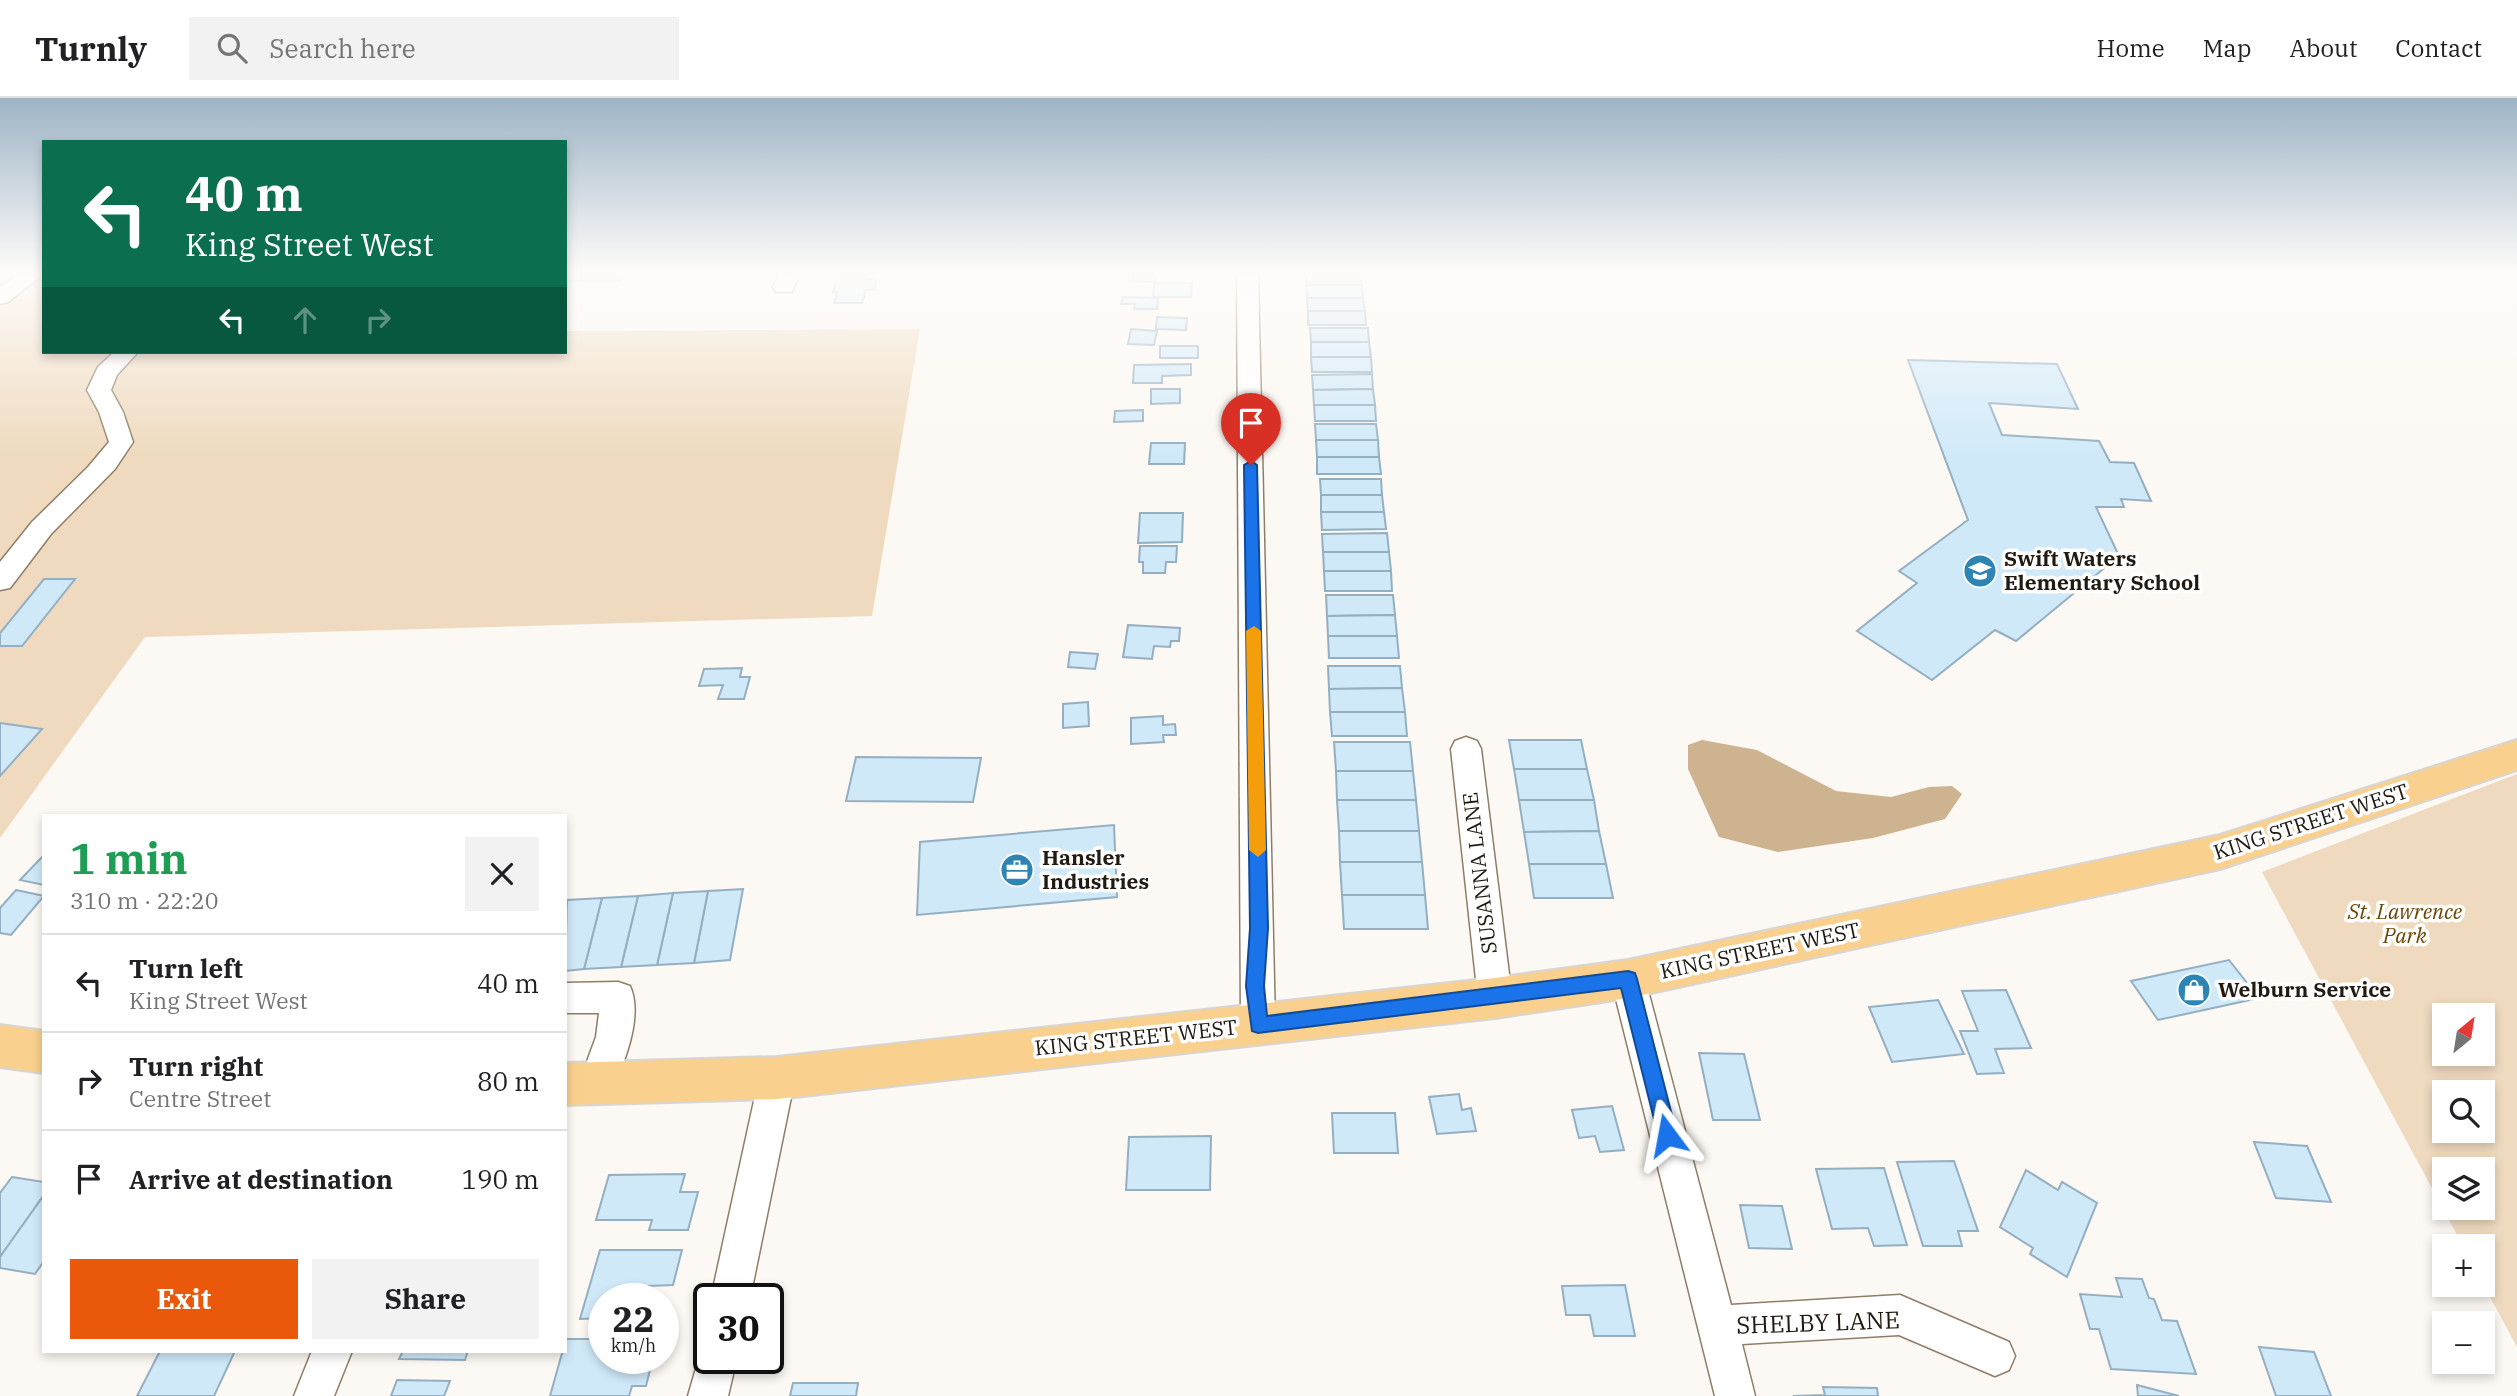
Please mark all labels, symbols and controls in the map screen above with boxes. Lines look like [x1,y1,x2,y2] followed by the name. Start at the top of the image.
[189,17,679,80] search box
[35,27,147,70] text: Turnly
[213,29,251,67] icon: search
[269,31,416,65] text: Search here
[2097,32,2165,64] text: Home
[2203,32,2251,64] text: Map
[2289,32,2357,64] text: About
[2395,32,2482,64] text: Contact
[185,161,303,224] text: 40 m
[70,168,161,259] icon: left
[185,223,434,265] text: King Street West
[213,301,251,339] icon: left
[286,301,324,339] icon: ahead
[359,301,397,339] icon: right
[1221,393,1281,465] pin
[1232,404,1270,442] icon: arrive
[2004,544,2200,596] place label: Swift Waters Elementary School
[1961,552,1999,590] school or university icon: Swift Waters Elementary School
[2210,776,2412,866] street label: KING STREET WEST
[1455,791,1503,956] street label: SUSANNA LANE
[70,831,188,886] text: 1 min
[465,837,539,911] button: close
[1042,843,1149,895] place label: Hansler Industries
[998,851,1036,889] office icon: Hansler Industries
[70,885,219,915] text: 310 m · 22:20
[2347,897,2463,949] park label: St. Lawrence Park
[1657,915,1862,985] street label: KING STREET WEST
[129,951,243,985] text: Turn left
[70,964,108,1002] icon: left
[477,966,539,1000] text: 40 m
[2175,971,2213,1009] shop icon: Welburn Service
[2218,975,2391,1003] place label: Welburn Service
[129,985,308,1015] text: King Street West
[2432,1003,2496,1066] north arrow
[2432,1003,2495,1374] map controls
[1033,1012,1238,1062] street label: KING STREET WEST
[129,1049,263,1083] text: Turn right
[70,1062,108,1100] icon: right
[477,1064,539,1098] text: 80 m
[2432,1080,2495,1143] button: search
[129,1083,271,1113] text: Centre Street
[1630,1098,1704,1172] position arrow
[2432,1157,2495,1220] button: layers
[70,1160,108,1198] icon: arrive
[129,1162,393,1196] text: Arrive at destination
[461,1162,539,1196] text: 190 m
[2432,1234,2495,1297] button: +
[70,1259,298,1339] button: Exit
[312,1259,539,1339] button: Share
[693,1283,784,1374] speed limit sign: 30
[612,1296,655,1342] text: 22
[1736,1303,1900,1341] street label: SHELBY LANE
[2432,1311,2495,1374] button: −
[611,1334,656,1357] text: km/h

-- -- --

_TASK DETAILS_
The listing above is to be retyped exactly, with all pictures left out.

_SOLUTION_
Please mark all labels, symbols and controls in the map screen above with boxes. Lines look like [x1,y1,x2,y2] followed by the name. Start at the top of the image.
[189,17,679,80] search box
[35,27,147,70] text: Turnly
[213,29,251,67] icon: search
[269,31,416,65] text: Search here
[2097,32,2165,64] text: Home
[2203,32,2251,64] text: Map
[2289,32,2357,64] text: About
[2395,32,2482,64] text: Contact
[185,161,303,224] text: 40 m
[70,168,161,259] icon: left
[185,223,434,265] text: King Street West
[213,301,251,339] icon: left
[286,301,324,339] icon: ahead
[359,301,397,339] icon: right
[1221,393,1281,465] pin
[1232,404,1270,442] icon: arrive
[2004,544,2200,596] place label: Swift Waters Elementary School
[1961,552,1999,590] school or university icon: Swift Waters Elementary School
[2210,776,2412,866] street label: KING STREET WEST
[1455,791,1503,956] street label: SUSANNA LANE
[70,831,188,886] text: 1 min
[465,837,539,911] button: close
[1042,843,1149,895] place label: Hansler Industries
[998,851,1036,889] office icon: Hansler Industries
[70,885,219,915] text: 310 m · 22:20
[2347,897,2463,949] park label: St. Lawrence Park
[1657,915,1862,985] street label: KING STREET WEST
[129,951,243,985] text: Turn left
[70,964,108,1002] icon: left
[477,966,539,1000] text: 40 m
[2175,971,2213,1009] shop icon: Welburn Service
[2218,975,2391,1003] place label: Welburn Service
[129,985,308,1015] text: King Street West
[2432,1003,2496,1066] north arrow
[2432,1003,2495,1374] map controls
[1033,1012,1238,1062] street label: KING STREET WEST
[129,1049,263,1083] text: Turn right
[70,1062,108,1100] icon: right
[477,1064,539,1098] text: 80 m
[2432,1080,2495,1143] button: search
[129,1083,271,1113] text: Centre Street
[1630,1098,1704,1172] position arrow
[2432,1157,2495,1220] button: layers
[70,1160,108,1198] icon: arrive
[129,1162,393,1196] text: Arrive at destination
[461,1162,539,1196] text: 190 m
[2432,1234,2495,1297] button: +
[70,1259,298,1339] button: Exit
[312,1259,539,1339] button: Share
[693,1283,784,1374] speed limit sign: 30
[612,1296,655,1342] text: 22
[1736,1303,1900,1341] street label: SHELBY LANE
[2432,1311,2495,1374] button: −
[611,1334,656,1357] text: km/h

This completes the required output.